Input data:
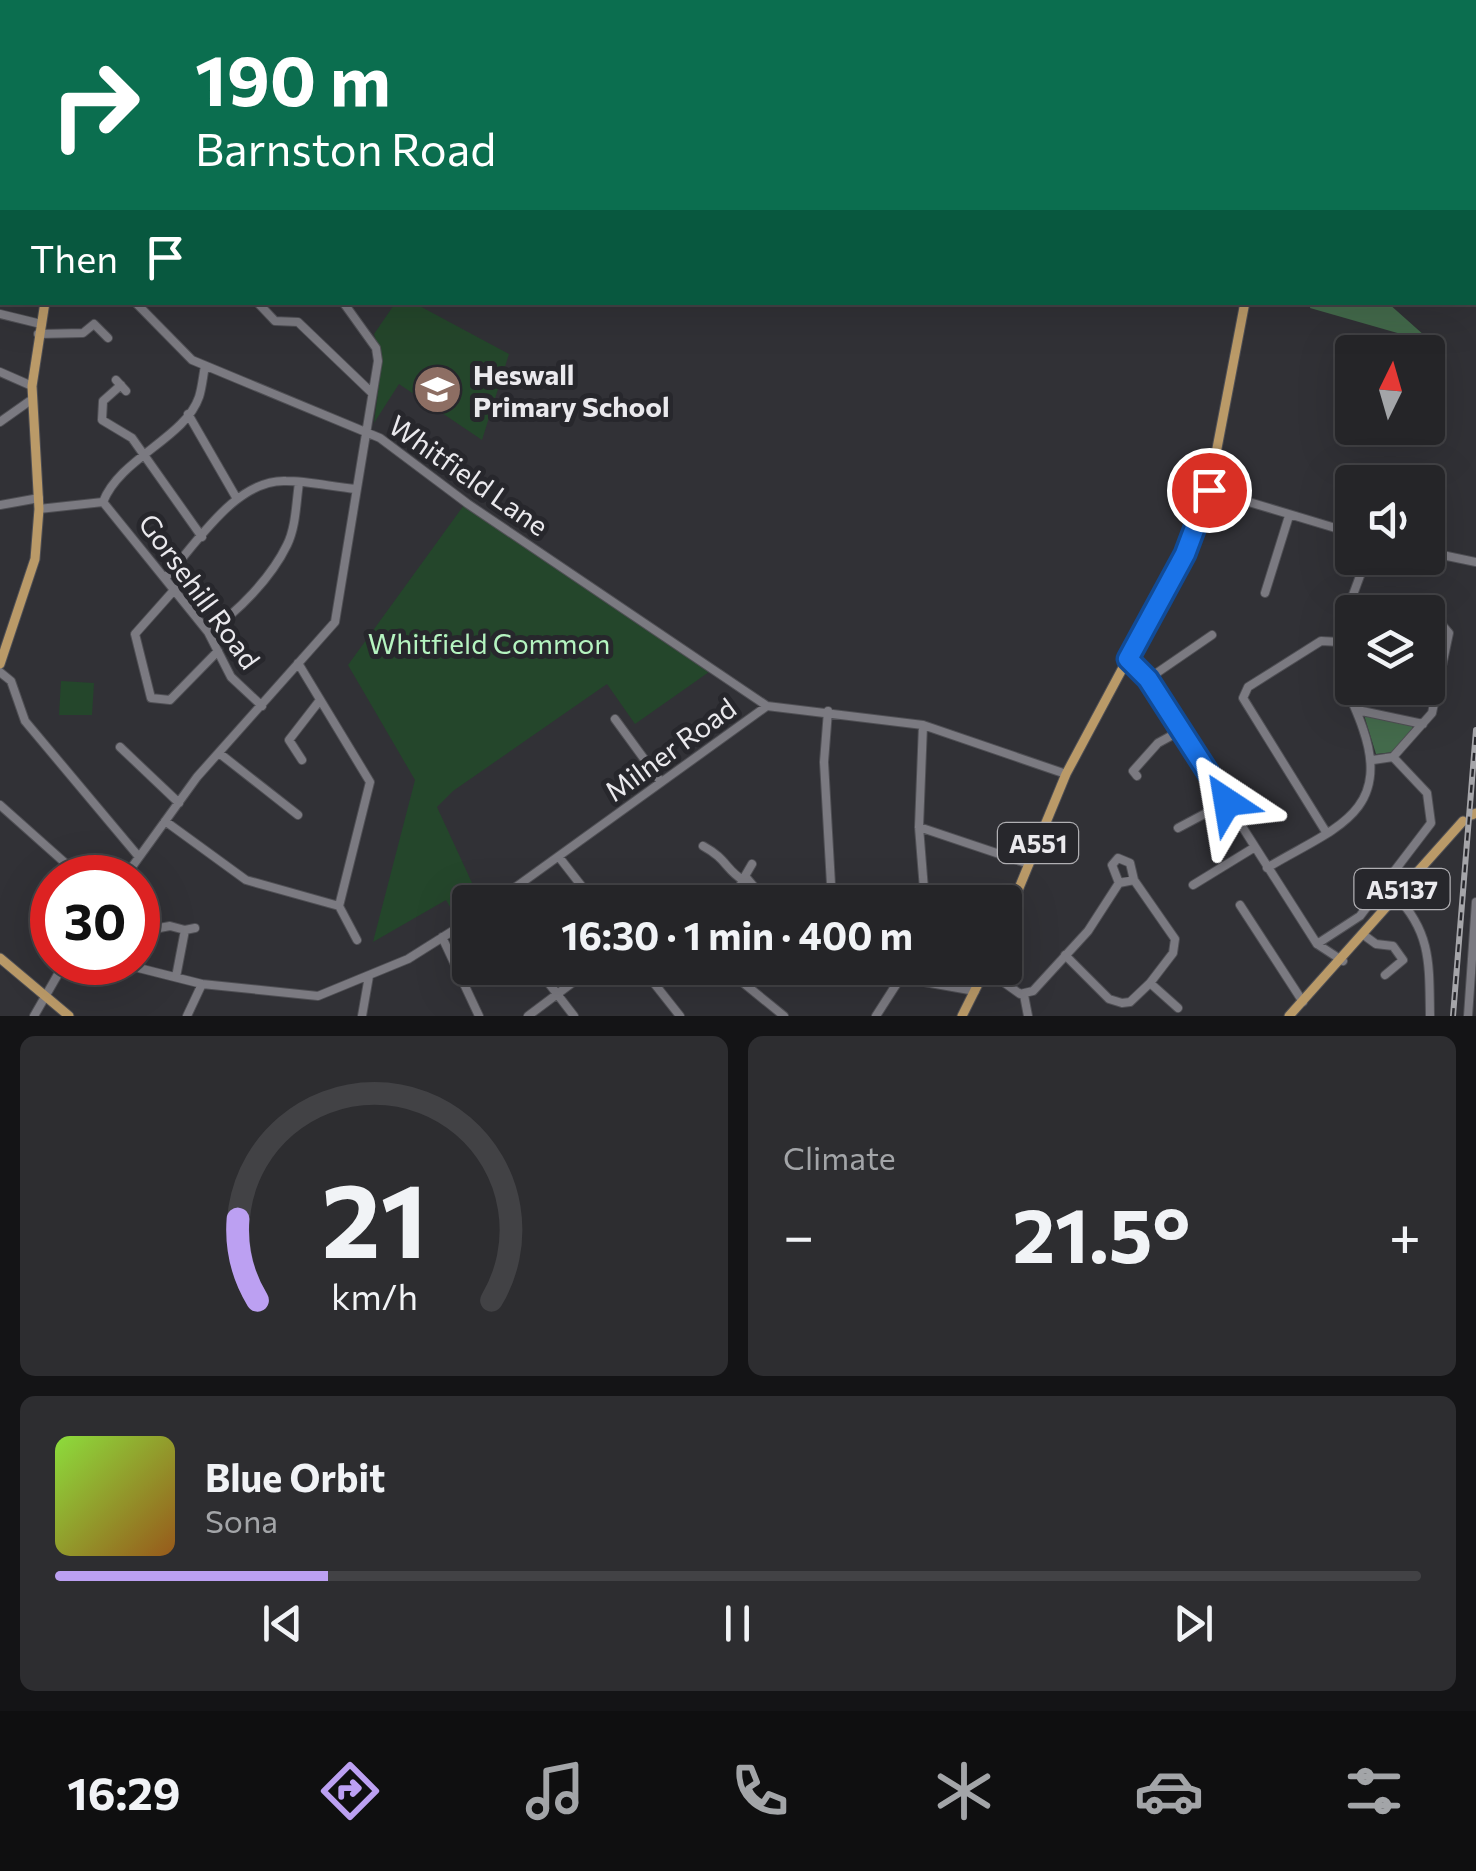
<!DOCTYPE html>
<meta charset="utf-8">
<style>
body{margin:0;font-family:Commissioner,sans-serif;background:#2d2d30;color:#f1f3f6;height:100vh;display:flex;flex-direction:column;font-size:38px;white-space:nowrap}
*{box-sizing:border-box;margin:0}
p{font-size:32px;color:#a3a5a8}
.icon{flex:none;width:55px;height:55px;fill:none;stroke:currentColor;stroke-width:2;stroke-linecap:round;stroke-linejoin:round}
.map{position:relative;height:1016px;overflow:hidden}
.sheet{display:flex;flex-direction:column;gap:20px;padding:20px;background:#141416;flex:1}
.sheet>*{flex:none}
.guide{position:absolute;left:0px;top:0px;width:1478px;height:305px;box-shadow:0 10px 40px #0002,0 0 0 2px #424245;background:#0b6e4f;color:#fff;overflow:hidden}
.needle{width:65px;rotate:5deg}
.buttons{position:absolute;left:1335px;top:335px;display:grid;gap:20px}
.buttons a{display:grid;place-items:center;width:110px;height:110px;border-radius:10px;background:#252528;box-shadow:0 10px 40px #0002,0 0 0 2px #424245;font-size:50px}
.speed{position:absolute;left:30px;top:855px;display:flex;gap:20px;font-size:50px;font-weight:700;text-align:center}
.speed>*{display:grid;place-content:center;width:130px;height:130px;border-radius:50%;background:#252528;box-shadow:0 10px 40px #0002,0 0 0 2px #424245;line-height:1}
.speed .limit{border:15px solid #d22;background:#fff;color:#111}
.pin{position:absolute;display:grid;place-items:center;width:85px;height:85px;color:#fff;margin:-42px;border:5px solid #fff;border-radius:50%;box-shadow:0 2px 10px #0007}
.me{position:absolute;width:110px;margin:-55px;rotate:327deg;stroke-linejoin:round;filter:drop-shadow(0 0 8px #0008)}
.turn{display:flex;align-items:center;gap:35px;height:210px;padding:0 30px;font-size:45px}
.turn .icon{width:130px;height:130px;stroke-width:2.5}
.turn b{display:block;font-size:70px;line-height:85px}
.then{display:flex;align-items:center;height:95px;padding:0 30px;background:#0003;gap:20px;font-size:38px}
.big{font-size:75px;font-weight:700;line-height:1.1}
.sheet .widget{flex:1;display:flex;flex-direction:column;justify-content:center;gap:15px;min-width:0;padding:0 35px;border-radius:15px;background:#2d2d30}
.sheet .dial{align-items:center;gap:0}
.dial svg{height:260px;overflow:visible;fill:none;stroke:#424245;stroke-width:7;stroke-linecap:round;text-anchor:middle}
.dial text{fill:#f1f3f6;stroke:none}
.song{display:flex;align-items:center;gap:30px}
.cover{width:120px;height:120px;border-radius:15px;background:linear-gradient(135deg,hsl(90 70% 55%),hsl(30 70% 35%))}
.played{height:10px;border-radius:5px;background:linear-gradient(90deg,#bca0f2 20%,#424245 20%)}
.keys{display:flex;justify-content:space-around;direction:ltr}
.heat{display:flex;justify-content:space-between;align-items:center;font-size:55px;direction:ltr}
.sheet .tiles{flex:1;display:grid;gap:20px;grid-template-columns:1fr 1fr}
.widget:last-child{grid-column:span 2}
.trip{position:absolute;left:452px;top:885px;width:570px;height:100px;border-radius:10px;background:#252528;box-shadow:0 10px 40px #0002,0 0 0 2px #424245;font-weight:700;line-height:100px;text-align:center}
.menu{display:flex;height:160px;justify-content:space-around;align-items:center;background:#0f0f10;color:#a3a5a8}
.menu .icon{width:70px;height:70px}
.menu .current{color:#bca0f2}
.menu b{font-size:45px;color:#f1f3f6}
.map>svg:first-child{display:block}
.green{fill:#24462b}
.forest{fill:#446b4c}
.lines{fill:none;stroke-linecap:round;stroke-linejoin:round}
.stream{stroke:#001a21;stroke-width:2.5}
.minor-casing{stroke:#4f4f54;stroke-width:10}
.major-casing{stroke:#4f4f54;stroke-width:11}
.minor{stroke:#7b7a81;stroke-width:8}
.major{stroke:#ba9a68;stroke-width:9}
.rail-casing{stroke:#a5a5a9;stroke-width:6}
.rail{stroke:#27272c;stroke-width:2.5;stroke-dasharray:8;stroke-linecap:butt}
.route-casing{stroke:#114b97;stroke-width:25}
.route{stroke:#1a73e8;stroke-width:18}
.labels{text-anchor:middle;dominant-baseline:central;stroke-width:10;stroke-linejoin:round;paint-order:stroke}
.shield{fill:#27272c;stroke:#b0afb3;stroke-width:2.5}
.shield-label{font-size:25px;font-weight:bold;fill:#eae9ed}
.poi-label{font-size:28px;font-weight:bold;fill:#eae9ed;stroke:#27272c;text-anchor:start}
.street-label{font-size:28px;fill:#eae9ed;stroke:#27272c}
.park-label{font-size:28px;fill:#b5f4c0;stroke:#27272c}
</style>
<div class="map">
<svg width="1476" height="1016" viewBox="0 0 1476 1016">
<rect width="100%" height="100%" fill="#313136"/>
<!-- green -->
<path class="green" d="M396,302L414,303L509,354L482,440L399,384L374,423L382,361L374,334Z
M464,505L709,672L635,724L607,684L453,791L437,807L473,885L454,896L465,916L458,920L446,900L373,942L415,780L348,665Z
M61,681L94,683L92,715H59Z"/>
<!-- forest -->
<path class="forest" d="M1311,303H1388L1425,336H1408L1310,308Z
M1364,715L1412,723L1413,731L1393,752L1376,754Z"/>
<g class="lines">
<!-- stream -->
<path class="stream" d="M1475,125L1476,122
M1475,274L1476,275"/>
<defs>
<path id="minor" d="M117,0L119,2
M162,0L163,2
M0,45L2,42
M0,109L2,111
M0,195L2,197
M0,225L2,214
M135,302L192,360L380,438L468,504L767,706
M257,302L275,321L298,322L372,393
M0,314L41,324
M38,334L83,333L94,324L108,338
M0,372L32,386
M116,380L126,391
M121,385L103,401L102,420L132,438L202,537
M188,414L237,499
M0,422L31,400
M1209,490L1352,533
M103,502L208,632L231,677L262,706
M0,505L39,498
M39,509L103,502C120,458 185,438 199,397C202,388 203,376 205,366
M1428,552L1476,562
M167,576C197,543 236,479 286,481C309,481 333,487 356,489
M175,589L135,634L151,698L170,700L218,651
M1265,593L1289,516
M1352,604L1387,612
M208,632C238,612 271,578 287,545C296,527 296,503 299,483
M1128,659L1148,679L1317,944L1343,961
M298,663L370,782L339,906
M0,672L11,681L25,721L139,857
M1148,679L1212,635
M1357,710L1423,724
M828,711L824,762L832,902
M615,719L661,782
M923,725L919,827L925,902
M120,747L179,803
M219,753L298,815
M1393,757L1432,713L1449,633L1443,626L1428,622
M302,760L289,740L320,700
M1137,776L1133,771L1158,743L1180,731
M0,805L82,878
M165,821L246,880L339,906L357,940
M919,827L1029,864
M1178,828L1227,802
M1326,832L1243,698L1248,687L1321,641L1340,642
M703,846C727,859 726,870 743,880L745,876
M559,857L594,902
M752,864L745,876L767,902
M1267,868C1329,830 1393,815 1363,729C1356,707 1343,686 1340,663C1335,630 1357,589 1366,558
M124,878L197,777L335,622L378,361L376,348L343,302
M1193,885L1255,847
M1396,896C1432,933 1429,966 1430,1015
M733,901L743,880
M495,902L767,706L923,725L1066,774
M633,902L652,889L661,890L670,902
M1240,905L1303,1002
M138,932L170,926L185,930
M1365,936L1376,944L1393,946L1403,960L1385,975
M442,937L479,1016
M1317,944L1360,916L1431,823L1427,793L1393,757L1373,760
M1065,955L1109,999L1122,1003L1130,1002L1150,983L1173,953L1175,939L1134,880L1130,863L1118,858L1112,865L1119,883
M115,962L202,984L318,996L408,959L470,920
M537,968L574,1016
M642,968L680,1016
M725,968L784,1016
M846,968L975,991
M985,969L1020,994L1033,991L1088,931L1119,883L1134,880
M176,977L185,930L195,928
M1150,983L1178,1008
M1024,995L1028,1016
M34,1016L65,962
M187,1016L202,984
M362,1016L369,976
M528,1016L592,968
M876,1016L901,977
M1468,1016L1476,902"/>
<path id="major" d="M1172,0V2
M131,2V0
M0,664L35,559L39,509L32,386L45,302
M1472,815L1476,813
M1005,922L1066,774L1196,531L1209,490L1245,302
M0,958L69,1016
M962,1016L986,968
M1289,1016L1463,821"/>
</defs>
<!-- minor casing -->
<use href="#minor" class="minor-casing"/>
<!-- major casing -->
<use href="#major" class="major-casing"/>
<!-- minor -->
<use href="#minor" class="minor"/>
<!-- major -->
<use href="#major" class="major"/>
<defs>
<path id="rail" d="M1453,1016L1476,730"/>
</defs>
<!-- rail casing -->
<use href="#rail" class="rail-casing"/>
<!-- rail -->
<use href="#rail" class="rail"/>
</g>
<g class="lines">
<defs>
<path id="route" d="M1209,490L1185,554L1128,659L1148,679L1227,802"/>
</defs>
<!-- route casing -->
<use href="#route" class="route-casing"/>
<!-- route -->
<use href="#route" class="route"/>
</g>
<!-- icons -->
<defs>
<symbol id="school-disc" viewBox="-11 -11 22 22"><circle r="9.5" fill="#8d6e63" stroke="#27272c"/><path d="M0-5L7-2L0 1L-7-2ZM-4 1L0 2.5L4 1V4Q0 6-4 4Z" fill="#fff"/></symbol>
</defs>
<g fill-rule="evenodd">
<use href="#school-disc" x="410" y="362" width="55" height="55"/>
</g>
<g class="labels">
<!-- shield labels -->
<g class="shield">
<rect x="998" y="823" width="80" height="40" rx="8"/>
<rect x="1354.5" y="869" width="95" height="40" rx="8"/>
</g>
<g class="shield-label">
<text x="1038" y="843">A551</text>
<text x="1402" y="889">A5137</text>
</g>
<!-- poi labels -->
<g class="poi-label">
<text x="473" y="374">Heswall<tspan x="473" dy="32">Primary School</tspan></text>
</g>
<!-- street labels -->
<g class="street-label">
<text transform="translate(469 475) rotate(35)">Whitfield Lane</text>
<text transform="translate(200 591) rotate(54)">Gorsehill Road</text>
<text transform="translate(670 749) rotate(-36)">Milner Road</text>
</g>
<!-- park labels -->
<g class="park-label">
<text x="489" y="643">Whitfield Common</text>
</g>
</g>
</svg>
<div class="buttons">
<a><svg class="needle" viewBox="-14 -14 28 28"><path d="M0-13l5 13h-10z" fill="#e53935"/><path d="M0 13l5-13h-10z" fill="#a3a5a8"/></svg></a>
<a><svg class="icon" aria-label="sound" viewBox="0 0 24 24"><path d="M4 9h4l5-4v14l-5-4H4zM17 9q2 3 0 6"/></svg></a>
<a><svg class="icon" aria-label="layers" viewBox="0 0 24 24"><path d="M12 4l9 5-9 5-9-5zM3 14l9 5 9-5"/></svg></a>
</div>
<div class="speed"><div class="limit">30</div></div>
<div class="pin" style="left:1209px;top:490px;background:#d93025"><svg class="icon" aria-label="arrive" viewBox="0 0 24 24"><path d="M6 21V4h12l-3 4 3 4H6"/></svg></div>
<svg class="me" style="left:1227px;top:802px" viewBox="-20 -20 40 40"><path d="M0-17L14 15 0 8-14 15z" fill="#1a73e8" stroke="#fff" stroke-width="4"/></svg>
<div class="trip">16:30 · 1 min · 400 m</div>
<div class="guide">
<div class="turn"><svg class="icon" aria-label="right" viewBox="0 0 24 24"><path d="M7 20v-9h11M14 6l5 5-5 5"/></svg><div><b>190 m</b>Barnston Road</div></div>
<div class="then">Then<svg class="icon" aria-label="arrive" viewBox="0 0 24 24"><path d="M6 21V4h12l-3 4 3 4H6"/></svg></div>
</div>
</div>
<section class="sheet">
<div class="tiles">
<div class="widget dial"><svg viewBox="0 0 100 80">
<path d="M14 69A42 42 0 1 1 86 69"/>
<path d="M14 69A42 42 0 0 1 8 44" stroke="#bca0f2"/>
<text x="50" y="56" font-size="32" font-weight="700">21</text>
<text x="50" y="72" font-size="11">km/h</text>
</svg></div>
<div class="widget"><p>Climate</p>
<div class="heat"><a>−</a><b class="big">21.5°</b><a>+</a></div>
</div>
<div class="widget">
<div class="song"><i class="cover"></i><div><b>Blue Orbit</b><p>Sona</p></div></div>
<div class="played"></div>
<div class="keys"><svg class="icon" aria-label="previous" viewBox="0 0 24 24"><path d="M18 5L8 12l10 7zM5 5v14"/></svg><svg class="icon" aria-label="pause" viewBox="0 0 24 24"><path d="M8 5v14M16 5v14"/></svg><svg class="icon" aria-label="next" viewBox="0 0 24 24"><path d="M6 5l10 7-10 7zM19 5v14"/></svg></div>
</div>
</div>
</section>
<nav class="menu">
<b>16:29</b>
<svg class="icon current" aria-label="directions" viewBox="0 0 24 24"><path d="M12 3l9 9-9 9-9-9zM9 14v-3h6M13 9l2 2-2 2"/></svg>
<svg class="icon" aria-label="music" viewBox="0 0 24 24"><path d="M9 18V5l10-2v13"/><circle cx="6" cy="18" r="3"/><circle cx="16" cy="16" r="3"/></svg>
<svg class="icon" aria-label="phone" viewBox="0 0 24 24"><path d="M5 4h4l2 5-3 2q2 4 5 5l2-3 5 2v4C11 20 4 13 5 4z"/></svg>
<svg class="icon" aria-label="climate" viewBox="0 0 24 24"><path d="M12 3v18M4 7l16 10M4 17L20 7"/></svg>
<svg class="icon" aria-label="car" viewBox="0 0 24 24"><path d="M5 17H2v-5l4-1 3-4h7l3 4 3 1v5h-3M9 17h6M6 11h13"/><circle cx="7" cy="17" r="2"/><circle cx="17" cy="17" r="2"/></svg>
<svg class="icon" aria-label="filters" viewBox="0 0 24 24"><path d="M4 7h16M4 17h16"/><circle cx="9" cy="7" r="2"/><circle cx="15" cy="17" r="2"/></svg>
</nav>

Exercise aim: Copy exactly, with no other lines, the stretch of the material that begins at the line containing "5L8 12l10 7zM5" and ends at its last line.

Response to this exercise:
<div class="keys"><svg class="icon" aria-label="previous" viewBox="0 0 24 24"><path d="M18 5L8 12l10 7zM5 5v14"/></svg><svg class="icon" aria-label="pause" viewBox="0 0 24 24"><path d="M8 5v14M16 5v14"/></svg><svg class="icon" aria-label="next" viewBox="0 0 24 24"><path d="M6 5l10 7-10 7zM19 5v14"/></svg></div>
</div>
</div>
</section>
<nav class="menu">
<b>16:29</b>
<svg class="icon current" aria-label="directions" viewBox="0 0 24 24"><path d="M12 3l9 9-9 9-9-9zM9 14v-3h6M13 9l2 2-2 2"/></svg>
<svg class="icon" aria-label="music" viewBox="0 0 24 24"><path d="M9 18V5l10-2v13"/><circle cx="6" cy="18" r="3"/><circle cx="16" cy="16" r="3"/></svg>
<svg class="icon" aria-label="phone" viewBox="0 0 24 24"><path d="M5 4h4l2 5-3 2q2 4 5 5l2-3 5 2v4C11 20 4 13 5 4z"/></svg>
<svg class="icon" aria-label="climate" viewBox="0 0 24 24"><path d="M12 3v18M4 7l16 10M4 17L20 7"/></svg>
<svg class="icon" aria-label="car" viewBox="0 0 24 24"><path d="M5 17H2v-5l4-1 3-4h7l3 4 3 1v5h-3M9 17h6M6 11h13"/><circle cx="7" cy="17" r="2"/><circle cx="17" cy="17" r="2"/></svg>
<svg class="icon" aria-label="filters" viewBox="0 0 24 24"><path d="M4 7h16M4 17h16"/><circle cx="9" cy="7" r="2"/><circle cx="15" cy="17" r="2"/></svg>
</nav>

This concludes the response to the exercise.